Definite Integration: Solving Homework Problem

[Saitama]

Homework Statement

Solve:
$$\int_{0}^{4/ \pi} 3x^2 \cdot sin(\frac{1}{x})-x \cdot cos(\frac{1}{x})dx$$

Homework Equations

The Attempt at a Solution

I am stuck on this question because i really have no idea what should i be doing here with sin(1/x) and cos(1/x). I do not know how to integrate them. Even if i try to integrate by parts, i am stuck with these sin(1/x) and cos(1/x).

Any help is appreciated.
Thanks!

 

[Millennial]

First, notice that you can split the integral into two different integrals. I will do one of them.

$$\int_{0}^{4/\pi}x\cos\left(\frac{1}{x}\right)\,dx=\int_{\pi/4}^{\infty}\frac{\cos(t)}{t^3}\,dt$$

The expansion of this integral involves the cosine integral, the case with sine is not very different. This makes me think that the integral has no elementary expansion, but I'm not sure. There might be a way to do it without splitting the integral.

 

[Saitama]

The expansion of this integral involves the cosine integral, the case with sine is not very different.

I have no idea what you meant by the "cosine integral".
If i rewrite the expression as you said:
$$\int_{\pi/4}^{\infty} \frac{3\sin(t)}{t^4}-\frac{\cos(t)}{t^3}\,dt$$
What should i be doing next?

 

[voko]

The indefinite integral has no representation via elementary functions. The definite integral has to be computed in some other way, e.g., via the residue theorem of complex analysis.

 

[Saitama]

The indefinite integral has no representation via elementary functions. The definite integral has to be computed in some other way, e.g., via the residue theorem of complex analysis.

Well, if you plug in the indefinite integral in wolfram alpha, the answer it shows is x³sin(1/x).

 

[kushan]

I beg to differ ,
This question can be tackled , by using integration by parts ,
Let me give you a hint Pranav arora
If you integrate 3sin(t)/t^4 , using integration by parts.
Then one of two terms would be cos(t)/t^3 , which gets canceled . and you are left with a simple integral which can be solved very easily :)

 

[voko]

Indeed. The addends cannot be integrated separately, but together the nicely cancel out the nasty part.

 

[Saitama]

I beg to differ ,
This question can be tackled , by using integration by parts ,
Let me give you a hint Pranav arora
If you integrate 3sin(t)/t^4 , using integration by parts.
Then one of two terms would be cos(t)/t^3 , which gets canceled . and you are left with a simple integral which can be solved very easily :)
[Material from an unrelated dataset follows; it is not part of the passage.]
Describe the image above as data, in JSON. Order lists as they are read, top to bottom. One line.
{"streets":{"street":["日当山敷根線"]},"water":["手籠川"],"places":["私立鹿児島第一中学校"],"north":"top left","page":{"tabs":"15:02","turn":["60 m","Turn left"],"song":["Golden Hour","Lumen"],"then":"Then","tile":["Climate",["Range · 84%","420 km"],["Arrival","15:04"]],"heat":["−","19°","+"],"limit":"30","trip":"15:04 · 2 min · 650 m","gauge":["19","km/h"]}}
Excellent, thanks kushan! That really worked!

 

[kushan]

Your welcome

 

[ehild]

Nice trick, Kushan!

Pranav, you should think of a trick if you are given such a problem.
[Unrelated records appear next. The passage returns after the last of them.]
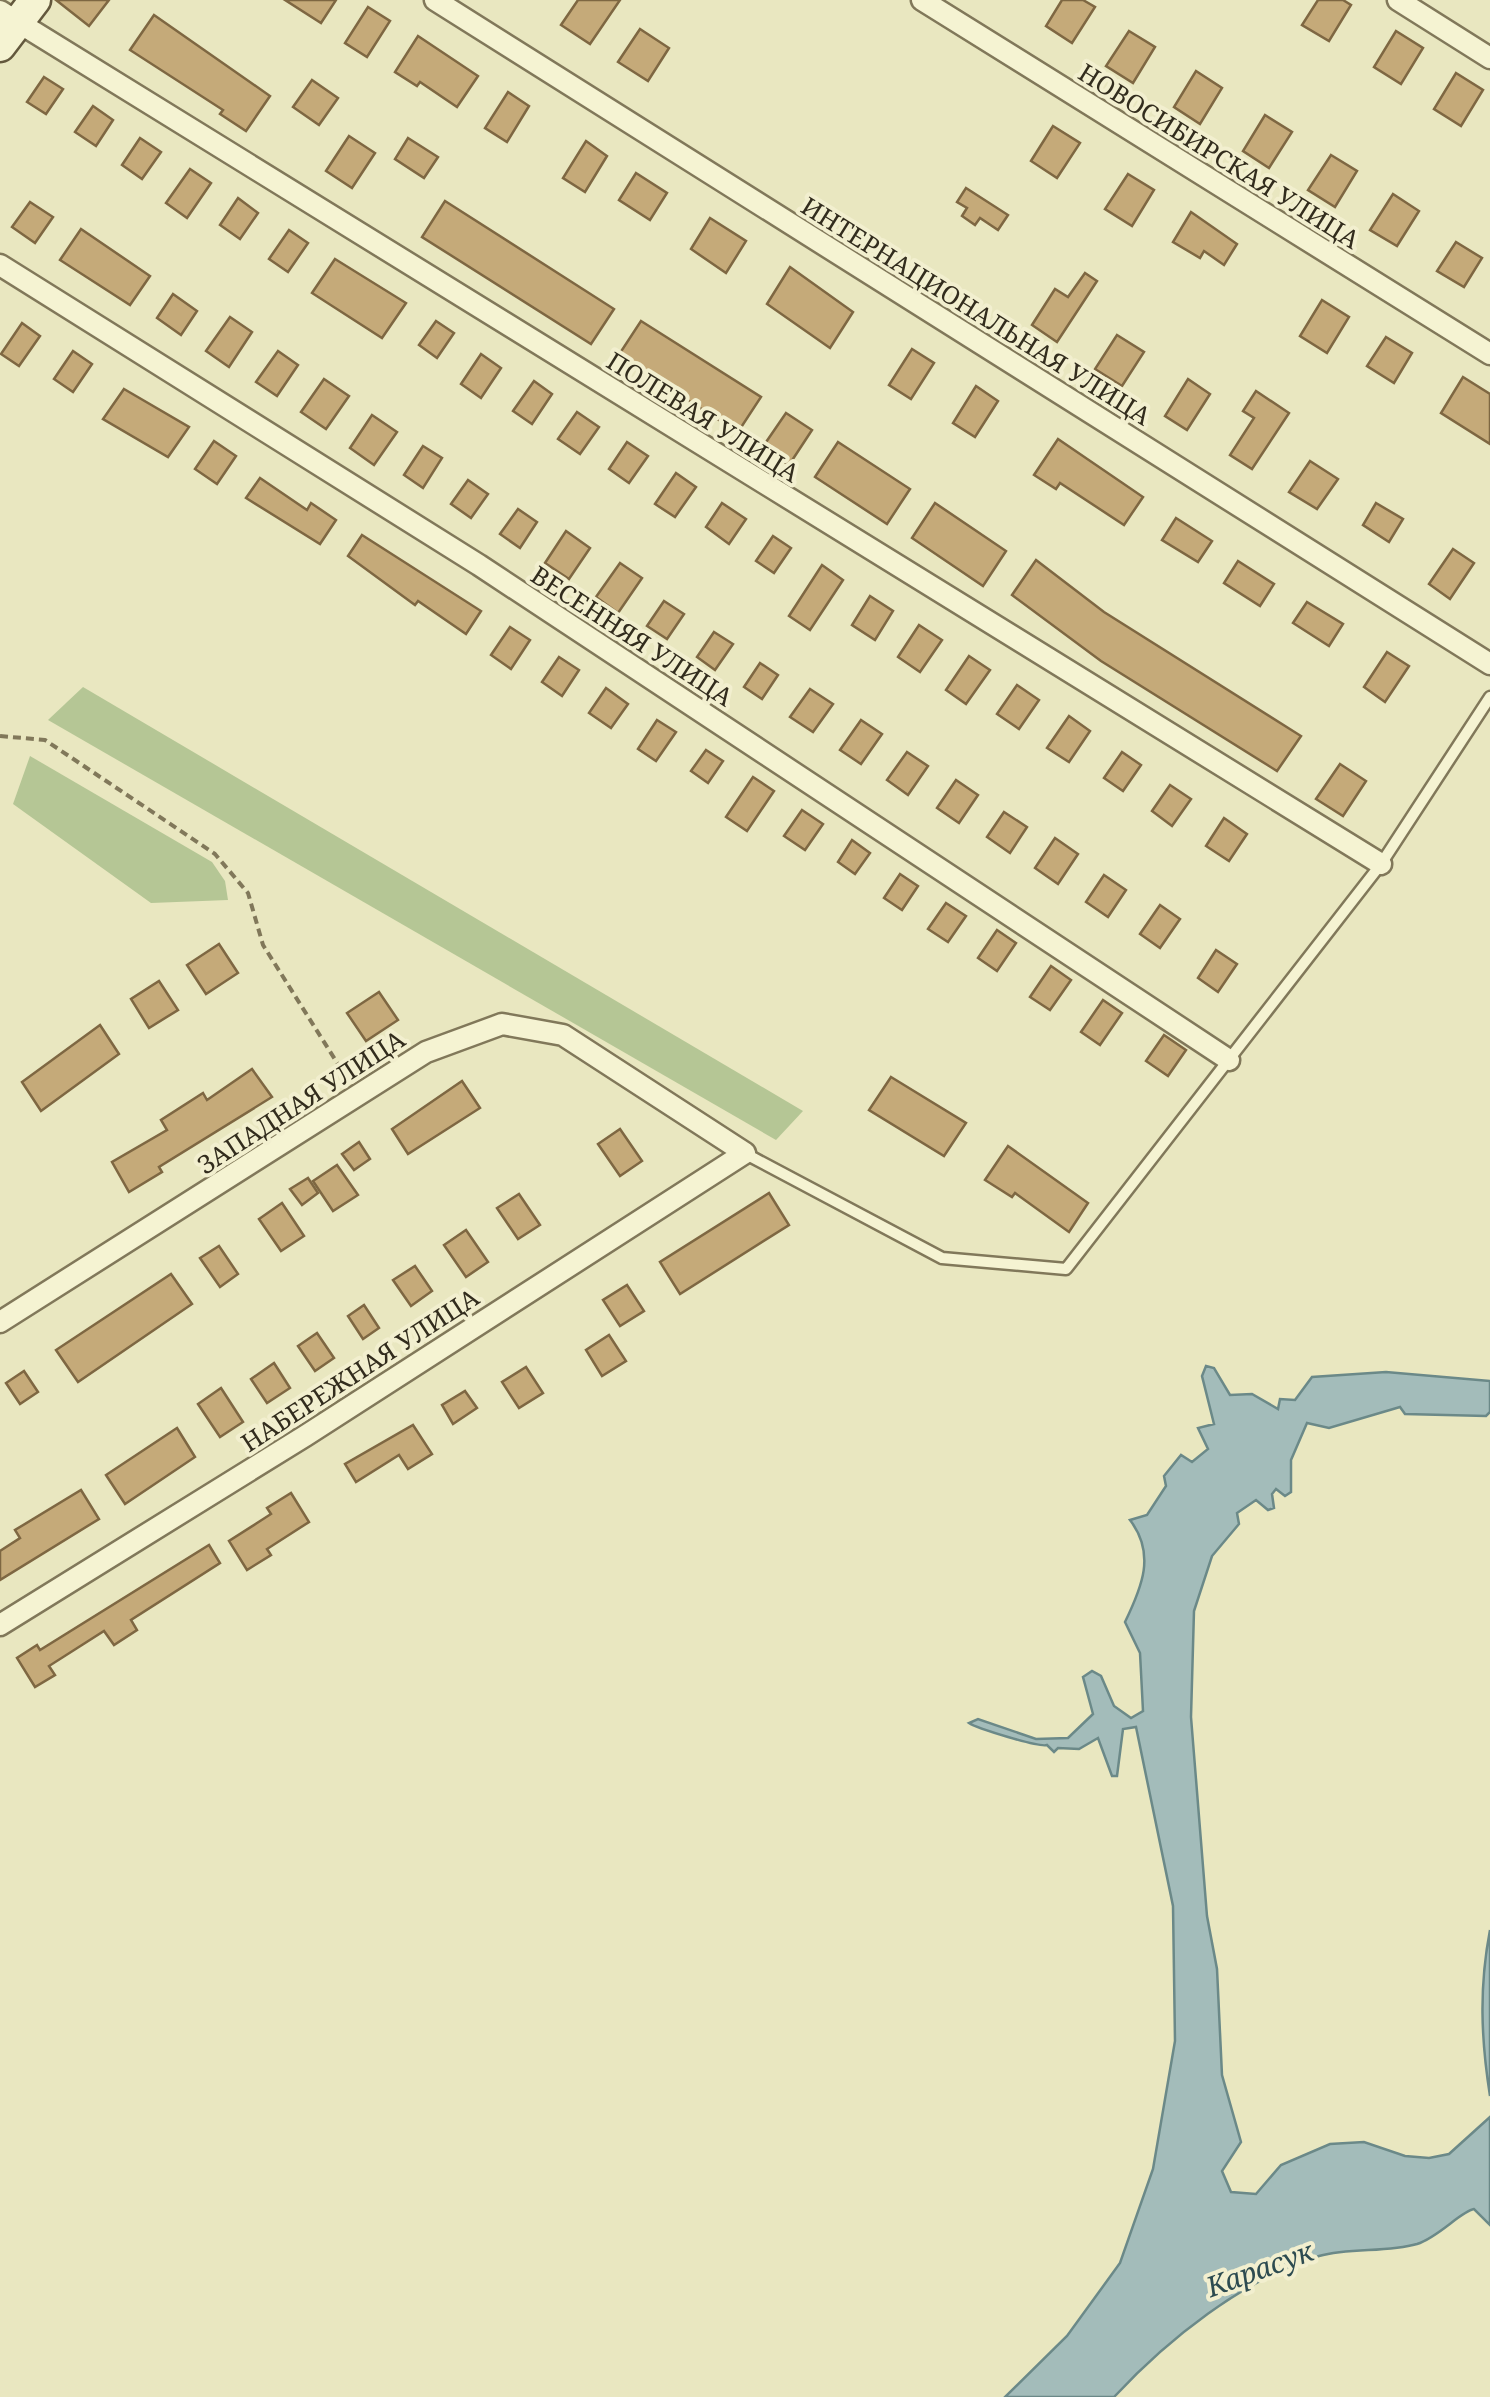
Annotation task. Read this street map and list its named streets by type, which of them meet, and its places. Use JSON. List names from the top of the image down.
{
  "streets": {
    "street": [
      "НОВОСИБИРСКАЯ УЛИЦА",
      "ИНТЕРНАЦИОНАЛЬНАЯ УЛИЦА",
      "ПОЛЕВАЯ УЛИЦА",
      "ВЕСЕННЯЯ УЛИЦА",
      "ЗАПАДНАЯ УЛИЦА",
      "НАБЕРЕЖНАЯ УЛИЦА"
    ]
  },
  "crossings": [
    ["ЗАПАДНАЯ УЛИЦА", "НАБЕРЕЖНАЯ УЛИЦА"]
  ],
  "water": ["Карасук"]
}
Try to consider the integrand as the derivative of a product (fg)=f'g+fg'.

3x^2 is the derivative of x^3. cos() is the derivative of sin(), so find the derivative of sin(1/x)... It is -cos(1/x)/x^2. f'g+fg'=3x^2sin(1/x)-x^2cos(1/x)1/x^2= 3x^2sin(1/x)-xcos(1/x)

ehild

 

[Saitama]

3x^2 is the derivative of x^3. cos() is the derivative of sin(), so find the derivative of sin(1/x)...

Man, your trick made the question lot easier than before, thank you very much ehild! I will always try to use this wherever possible.
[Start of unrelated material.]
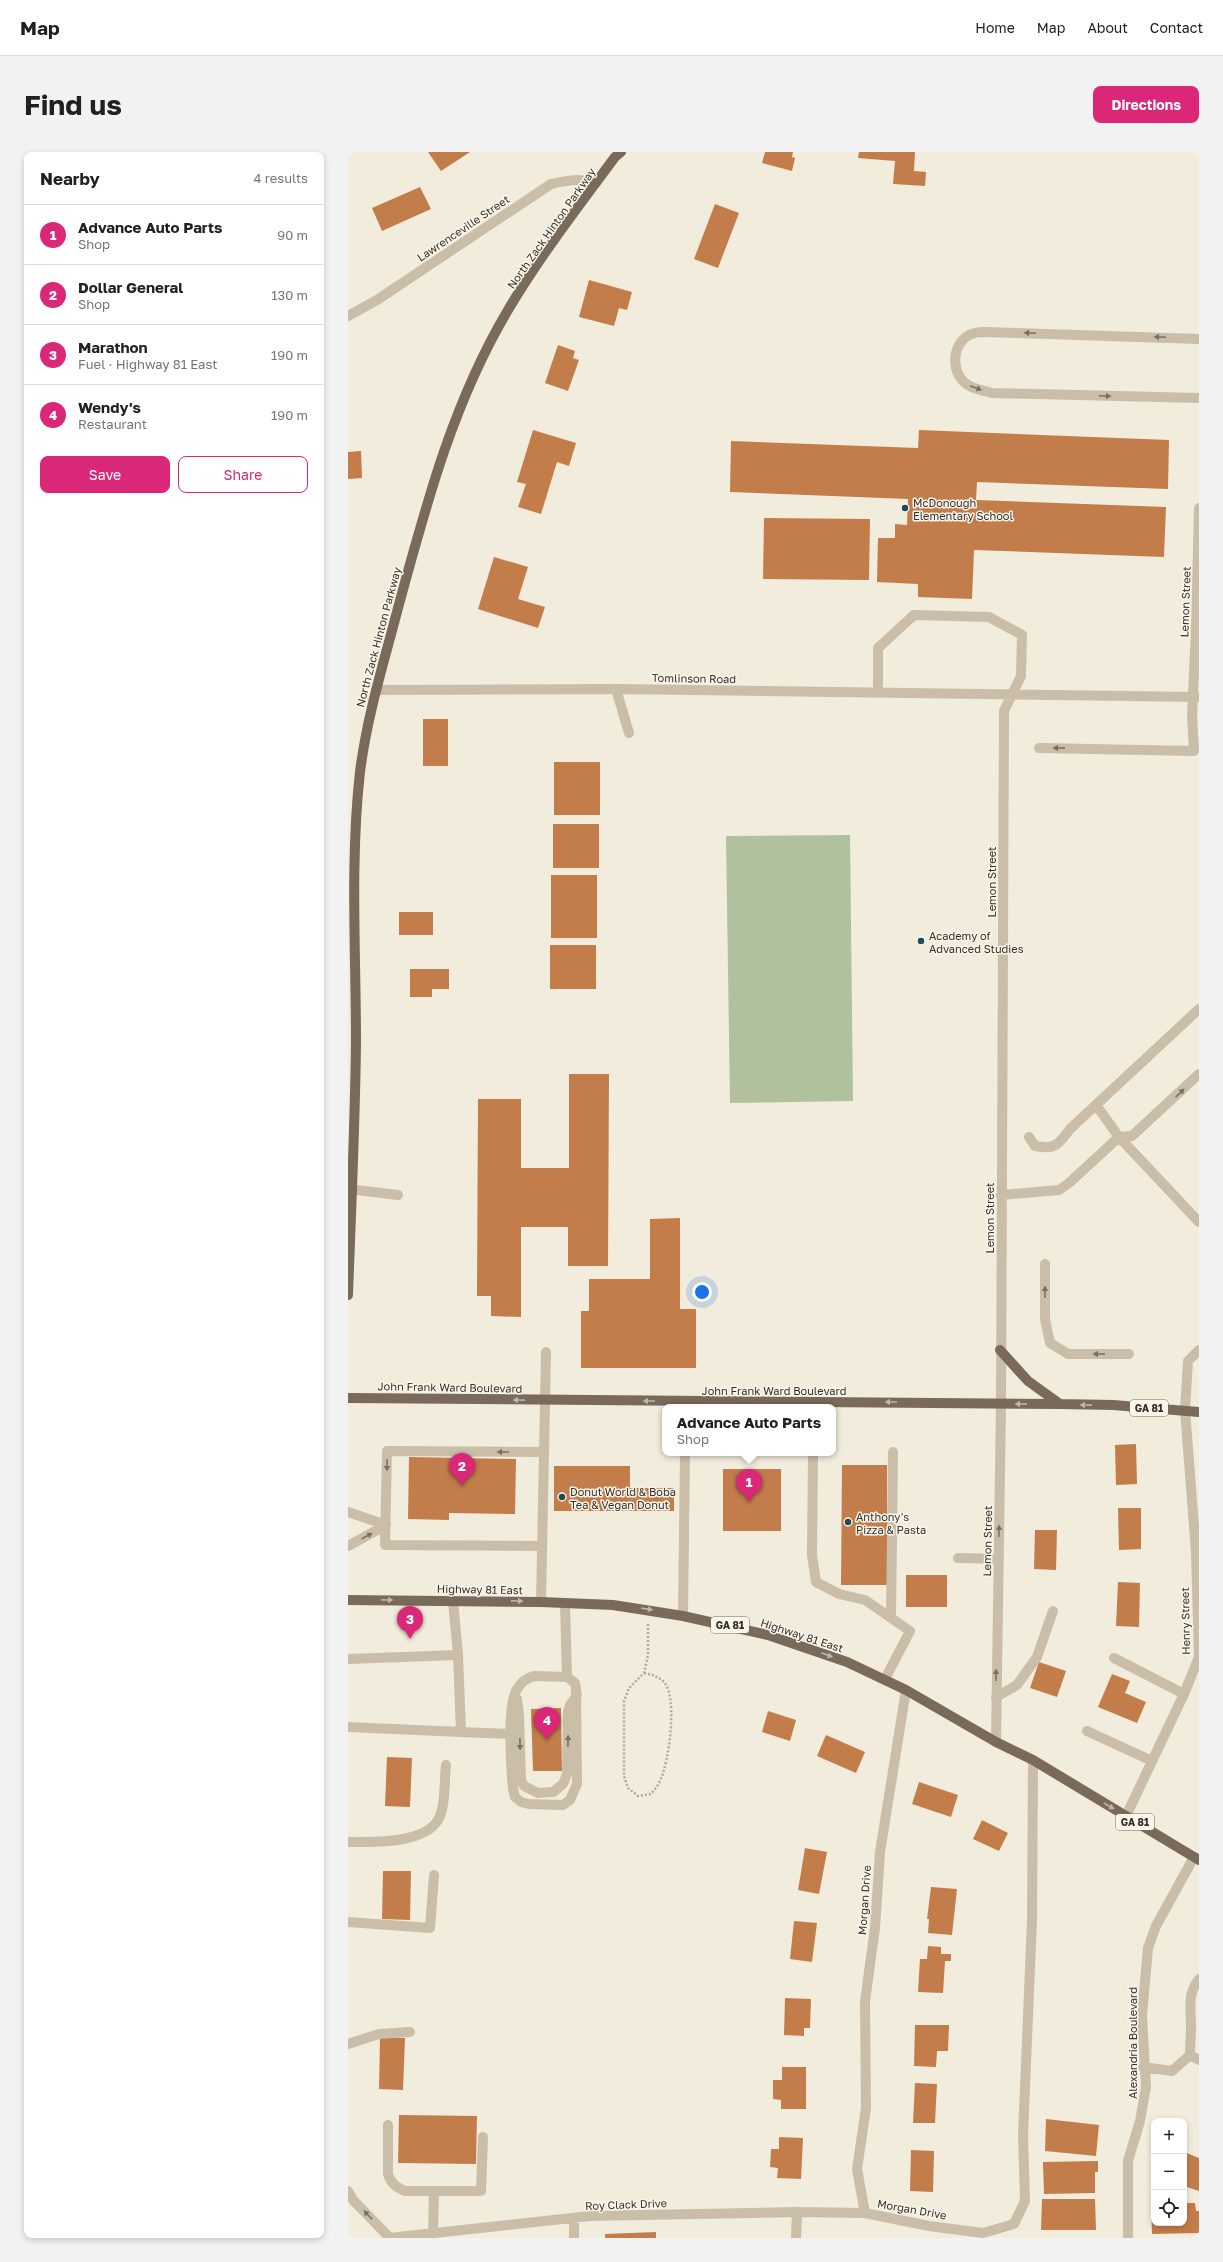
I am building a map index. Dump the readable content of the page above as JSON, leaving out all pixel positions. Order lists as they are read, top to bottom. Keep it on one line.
{"streets":{"main road":["North Zack Hinton Parkway","John Frank Ward Boulevard","GA 81","Highway 81 East"],"street":["Lawrenceville Street","Lemon Street","Tomlinson Road","Henry Street","Morgan Drive","Alexandria Boulevard","Roy Clack Drive"]},"crossings":[["Lawrenceville Street","North Zack Hinton Parkway"],["North Zack Hinton Parkway","Tomlinson Road"],["Lemon Street","Tomlinson Road"],["Lemon Street","John Frank Ward Boulevard"],["Lemon Street","Highway 81 East"],["John Frank Ward Boulevard","Henry Street"],["Highway 81 East","Henry Street"],["Highway 81 East","Morgan Drive"],["Highway 81 East","Alexandria Boulevard"],["Morgan Drive","Roy Clack Drive"]],"one_way":["John Frank Ward Boulevard","Highway 81 East"],"places":["McDonough Elementary School","Academy of Advanced Studies","Donut World & Boba Tea & Vegan Donut","Anthony's Pizza & Pasta"],"page":{"header":"Map","nav":["Home","Map","About","Contact"],"buttons":["Directions",["Save","Share"]],"title":"Find us","heading":["Nearby","4 results"],"list":[{"mark":"1","name":"Advance Auto Parts","note":"Shop","value":"90 m"},{"mark":"2","name":"Dollar General","note":"Shop","value":"130 m"},{"mark":"3","name":"Marathon","note":"Fuel · Highway 81 East","value":"190 m"},{"mark":"4","name":"Wendy's","note":"Restaurant","value":"190 m"}],"popup":["Advance Auto Parts","Shop"],"pins":["2","1","3","4"],"map_buttons":["+","−"]}}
As for the derivative of sin(1/x), it is -1/(x²)*cos(1/x).
So according to the trick, the answer is x³sin(1/x). If i differentiate this, i get the same equation as mentioned in the question.

 

[ehild]

Right. Suck tricks are very useful in school, but hardly ever applicable in real life... Life is ugly.

ehild

 

[kushan]

3x^2 is the derivative of x^3. cos() is the derivative of sin(), so find the derivative of sin(1/x)... It is -cos(1/x)/x^2. f'g+fg'=3x^2sin(1/x)-x^2cos(1/x)1/x^2= 3x^2sin(1/x)-xcos(1/x)

ehild

Yes this is really helpful , and these kind of question are very common here , they look impossible though at first look .